Back in October, two Just Stop Oil supporters climbed up the Queen Elizabeth M25 Dartford Bridge in a protest calling on the government to follow the advice of the International Energy Agency and United Nations General Secretary, to halt plans for NEW oil and gas fields, and instead to use up years of current reserves while undertaking an emergency and just transition, and lead the world in the urgent fight to avert climate catastrophe.

Both men were held on remand for months before being found guilty of ‘public nuisance’ last month at Southend Crown Court, where Judge Collery passed the longest sentences for peaceful climate action in UK history, giving Marcus Decker 2 years and 7 months, and Morgan Trowland, 3 years in prison.

Last weekend, friends and supporters gathered in Victoria Tower Gardens and listened to a phone call from Morgan in his prison cell, before marching together to join a Black Lives Matter protest outside the Home Office, where Marcus’ partner Holly was invited to give the following speech.

“Marcus and Morgan are OK, and they knew what they were doing.

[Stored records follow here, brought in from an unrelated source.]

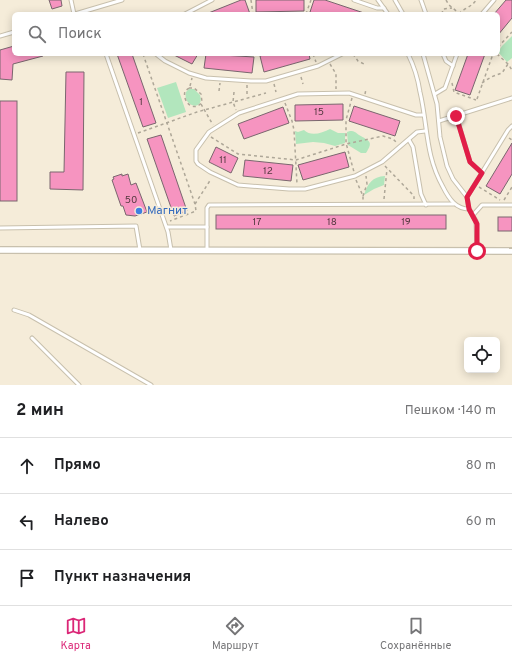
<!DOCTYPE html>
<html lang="ru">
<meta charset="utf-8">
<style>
:root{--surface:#fff;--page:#f2f2f2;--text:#202124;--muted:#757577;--line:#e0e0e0;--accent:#db2777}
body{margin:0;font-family:Overpass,sans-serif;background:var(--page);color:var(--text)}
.controls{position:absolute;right:12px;bottom:12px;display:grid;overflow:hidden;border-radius:6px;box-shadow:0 2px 10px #0003}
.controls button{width:36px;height:36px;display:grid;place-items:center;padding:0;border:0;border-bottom:1px solid var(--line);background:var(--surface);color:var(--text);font:20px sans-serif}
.stop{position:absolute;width:12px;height:12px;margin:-9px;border:3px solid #e11d48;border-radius:50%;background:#fff}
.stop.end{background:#e11d48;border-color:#fff;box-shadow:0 1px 4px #0008}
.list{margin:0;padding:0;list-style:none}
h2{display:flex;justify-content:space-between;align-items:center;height:52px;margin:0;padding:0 16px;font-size:17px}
h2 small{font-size:13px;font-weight:400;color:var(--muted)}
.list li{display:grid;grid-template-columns:26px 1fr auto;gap:12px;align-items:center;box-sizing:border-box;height:56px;padding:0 16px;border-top:1px solid var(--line)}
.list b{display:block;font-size:15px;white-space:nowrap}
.list em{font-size:13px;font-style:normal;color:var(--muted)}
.icon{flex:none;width:22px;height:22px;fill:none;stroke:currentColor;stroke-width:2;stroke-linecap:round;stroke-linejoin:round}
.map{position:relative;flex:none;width:512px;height:385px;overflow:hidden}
.search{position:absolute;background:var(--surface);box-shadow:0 2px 10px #0003;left:12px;right:12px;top:12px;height:44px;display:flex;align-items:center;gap:10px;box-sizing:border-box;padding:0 14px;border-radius:6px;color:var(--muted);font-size:15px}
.sheet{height:220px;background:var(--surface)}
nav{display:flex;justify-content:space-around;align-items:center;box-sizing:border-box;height:56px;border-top:1px solid var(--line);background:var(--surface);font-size:11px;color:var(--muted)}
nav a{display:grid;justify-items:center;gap:2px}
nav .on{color:var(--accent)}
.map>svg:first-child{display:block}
</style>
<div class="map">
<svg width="512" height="385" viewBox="0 0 512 385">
<rect width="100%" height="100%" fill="#f5ecd9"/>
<g fill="#b2e6bd">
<polygon points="512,36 512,58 507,62 498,52 502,46"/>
<polygon points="176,82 186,112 168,118 157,88"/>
<path d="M189 89H194L200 95C205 112 182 107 186 92Z"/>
<path d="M330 129 338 133H345V143L335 146 324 143 313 142 296 144 295 131 298 132 304 130C311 137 322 133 330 129Z"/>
<path d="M350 131C355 131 356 133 359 135 369 141 374 141 366 153H361L348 145 347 132Z"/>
<path d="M385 176 384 185 374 189 364 195C368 183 372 177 385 176Z"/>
</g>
<g fill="#f694c0" stroke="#7a666e">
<polygon points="49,0 61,0 62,6 52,9"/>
<polygon points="241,0 245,0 250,14 206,14"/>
<polygon points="256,0 304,0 304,11 256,12"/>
<polygon points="314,0 325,0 364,13 363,14 316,14 310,12"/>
<polygon points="506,0 512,0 512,18 498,35 498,14 494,14"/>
<polygon points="14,46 14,54 43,54 43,56 13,64 12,80 0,79 0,50"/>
<polygon points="117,54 132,54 156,123 143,127"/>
<polygon points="172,54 198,54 192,64"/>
<polygon points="206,54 254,57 252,73 204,68"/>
<polygon points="267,54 309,54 310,59 264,72 260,56"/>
<polygon points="468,54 485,54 470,95 455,90"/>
<polygon points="66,72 84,72 83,190 50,189 50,172 64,172"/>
<rect x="0" y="101" width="17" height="100"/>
<polygon points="343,104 343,120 295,121 295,105"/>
<polygon points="354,106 400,121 395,136 349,121"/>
<polygon points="283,107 289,123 244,139 238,124"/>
<polygon points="161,135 187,211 174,216 147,139"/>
<polygon points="512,143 512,174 500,194 486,186"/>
<polygon points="216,147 238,158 231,173 209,162"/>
<polygon points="345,152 349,167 303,180 298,165"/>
<polygon points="245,160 293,165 291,181 243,176"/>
<polygon points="122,174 122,176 128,174 131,185 136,183 147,212 135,216 126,215 123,206 121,206 112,180 114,179 113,177"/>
<rect x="216" y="215" width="230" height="14"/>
<rect x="498" y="217" width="14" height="14"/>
</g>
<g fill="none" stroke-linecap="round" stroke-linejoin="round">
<defs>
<g id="lane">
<polyline points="71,0 74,14"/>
<polyline points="354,0 377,8 384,8"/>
<polyline points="378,0 388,14"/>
<polyline points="395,0 403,14"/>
<polyline points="421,0 426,14"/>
<polyline points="75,14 122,0"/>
<polyline points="185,14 212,0"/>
<polyline points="482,14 494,0"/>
<polyline points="0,36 14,32"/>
<polyline points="106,54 168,232 171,250"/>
<polyline points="156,54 165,61 189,73 206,78 251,81 266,81 318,66 342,54"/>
<path d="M408 54C414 66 418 79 420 92 428 126 425 155 443 187 449 199 456 209 469 209"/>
<polyline points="423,54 437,104 440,137 447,166 453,179 467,197 469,209 476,221 477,251"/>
<polyline points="443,54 446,61 453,66"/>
<polyline points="435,94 445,88 457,54"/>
<polyline points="423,115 416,115 349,93 298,94 239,113 209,132 196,150 196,161 198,164 210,172 238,185 289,189 305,189 355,176 382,162 417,132 425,131"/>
<polyline points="456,115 470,162 482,173"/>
<polyline points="439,121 512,98"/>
<polyline points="409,140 413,147 421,194 426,205"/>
<polyline points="467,197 508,130 512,126"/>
<polyline points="473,215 482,205 512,205"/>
<polyline points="167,227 207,227"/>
<polyline points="0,228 136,226 140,250"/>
<polyline points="207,250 207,208 209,205 454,204"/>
<polyline points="14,310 29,315 151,385"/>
<polyline points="32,338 79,385"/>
</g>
<polyline id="street" points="0,250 512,251"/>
</defs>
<use href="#lane" stroke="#c8c0ad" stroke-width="5"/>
<use href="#street" stroke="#c8c0ad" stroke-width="8"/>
<g stroke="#aea798" stroke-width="1.5" stroke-dasharray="3 3" stroke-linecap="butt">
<polyline points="251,0 253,14"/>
<polyline points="446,0 449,5 460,14"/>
<polyline points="306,14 311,0"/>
<polyline points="442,14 443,9 452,8"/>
<path d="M459 14C464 8 472 7 476 0"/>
<polyline points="498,47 512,32"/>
<polyline points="143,54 195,204 196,211 170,221"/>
<polyline points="313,54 316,62"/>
<polyline points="353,54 358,61 364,64"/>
<polyline points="497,54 508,64 512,70"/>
<polyline points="330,64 336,74 336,89"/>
<polyline points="301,77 303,84"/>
<polyline points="452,83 454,92 476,100"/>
<polyline points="482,83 491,77 502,73 508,64"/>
<polyline points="274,84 276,92"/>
<polyline points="190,86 192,78"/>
<path d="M189 88H194L201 94 202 102C194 113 182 102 185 91Z"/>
<polyline points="219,91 220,83"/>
<polyline points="234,92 233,102 236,110"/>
<polyline points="247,94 247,85"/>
<polyline points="365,94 366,89"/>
<polyline points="352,98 346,120 346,143 354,172"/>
<polyline points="477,99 493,54"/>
<polyline points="285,103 292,121 294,130 297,184"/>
<polyline points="201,104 213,125"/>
<polyline points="138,133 197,112 266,93"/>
<polyline points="211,137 238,154 296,160 346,144 383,136 393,139 397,143"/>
<polyline points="509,138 512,140"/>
<polyline points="385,166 414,196 414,199"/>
<polyline points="356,180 363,196 363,200"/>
<polyline points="479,187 500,200"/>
<polyline points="363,196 367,184 366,176"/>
<polyline points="384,199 387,169"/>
<polyline points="504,200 512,187"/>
<polyline points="195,204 211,179"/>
</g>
<use href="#lane" stroke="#fff" stroke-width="3"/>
<use href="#street" stroke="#fff" stroke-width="5.5"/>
</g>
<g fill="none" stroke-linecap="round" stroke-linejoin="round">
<polyline stroke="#e11d48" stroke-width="5" points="456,116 470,162 482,173 467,197 469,209 477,224 477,251"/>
</g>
<circle fill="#3f7fe0" stroke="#f5ecd9" stroke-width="1.5" cx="139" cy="211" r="4"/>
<g text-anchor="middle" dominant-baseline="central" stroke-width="3" stroke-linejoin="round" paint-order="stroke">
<g font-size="10" fill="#54393f">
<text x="141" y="102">1</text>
<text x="319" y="112">15</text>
<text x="223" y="160">11</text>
<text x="268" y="171">12</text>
<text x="131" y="200">50</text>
<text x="257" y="222">17</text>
<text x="332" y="222">18</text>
<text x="406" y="222">19</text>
</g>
<g font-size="12" fill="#366cbe" stroke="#f5ecd9" text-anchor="start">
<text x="147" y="211">Магнит</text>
</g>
</g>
</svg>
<div class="controls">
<button><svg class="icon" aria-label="locate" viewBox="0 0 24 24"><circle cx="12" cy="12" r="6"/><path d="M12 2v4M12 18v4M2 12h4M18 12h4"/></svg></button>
</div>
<div class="stop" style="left:477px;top:251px"></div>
<div class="stop end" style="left:456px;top:116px"></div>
<div class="search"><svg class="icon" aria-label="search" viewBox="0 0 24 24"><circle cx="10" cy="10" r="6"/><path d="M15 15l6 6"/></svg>Поиск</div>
</div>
<section class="sheet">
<h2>2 мин<small>Пешком · 140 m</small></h2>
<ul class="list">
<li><svg class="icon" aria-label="ahead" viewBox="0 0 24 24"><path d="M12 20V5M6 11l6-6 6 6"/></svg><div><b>Прямо</b></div><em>80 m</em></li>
<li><svg class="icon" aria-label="left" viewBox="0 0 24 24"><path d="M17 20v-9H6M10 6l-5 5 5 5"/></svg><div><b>Налево</b></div><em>60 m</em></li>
<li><svg class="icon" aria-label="arrive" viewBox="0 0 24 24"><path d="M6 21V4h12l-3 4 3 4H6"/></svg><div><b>Пункт назначения</b></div></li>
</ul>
</section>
<nav>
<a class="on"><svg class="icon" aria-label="map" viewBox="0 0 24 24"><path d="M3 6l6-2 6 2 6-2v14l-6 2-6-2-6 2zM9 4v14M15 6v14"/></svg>Карта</a>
<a><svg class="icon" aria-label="directions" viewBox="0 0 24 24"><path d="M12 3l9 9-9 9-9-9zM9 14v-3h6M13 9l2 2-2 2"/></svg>Маршрут</a>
<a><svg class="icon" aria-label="saved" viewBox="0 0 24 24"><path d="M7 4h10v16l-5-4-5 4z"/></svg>Сохранённые</a>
</nav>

They did it to inspire, so be inspired, not angry.”

The Black Lives Matter protest had been called in response to three new pieces of legislation – The Borders Act, The Police, Crime, Sentencing and Courts Act, and the 2023 Public Order Act which passed into law just last week.

Speakers from many different groups talked about the need to work together, recognising common struggles, with speeches outside the Home Office, and later after a slow march, in the road at Whitehall.

Sara Callaway (Global Women’s Strike) said “For the climate, we have to include everybody, and in fact we all have to be eco-activists, but we also have to be anti-racist activists and international activists.

Bhavini Patel (Extinction Rebellion) said “They divide and conquer us, and they’ve been doing it a long time… so let’s unite and make sure no-one takes our rights away”.

Weyman Bennett (StandUpToRacism) warned that it’s not the ’small boats’ we should be worried about “I’m worried about the yachts, you know the people that make their money by stealing from us.”

Finally, a short acerbic speech by Daniel York Loh, Chair of Equity Race Equality, who gives his own three-word response to the ‘Stop The Boats’ slogan.


Filmed by Pasqueline Agostinho

 

The gathering happened just a few days before new powers were introduced by Statutory Instrument, giving the police new disruption and arrest powers to target climate protesters.

As some speakers pointed out, climate protesters are certainly not the first to face police abuse of power and legislation specifically aimed at them. It’s something that Black and brown communities have encountered for decades. But with those communities now also being at the forefront of climate injustice, the call to ‘Unite To Survive’ is urgent and long overdue.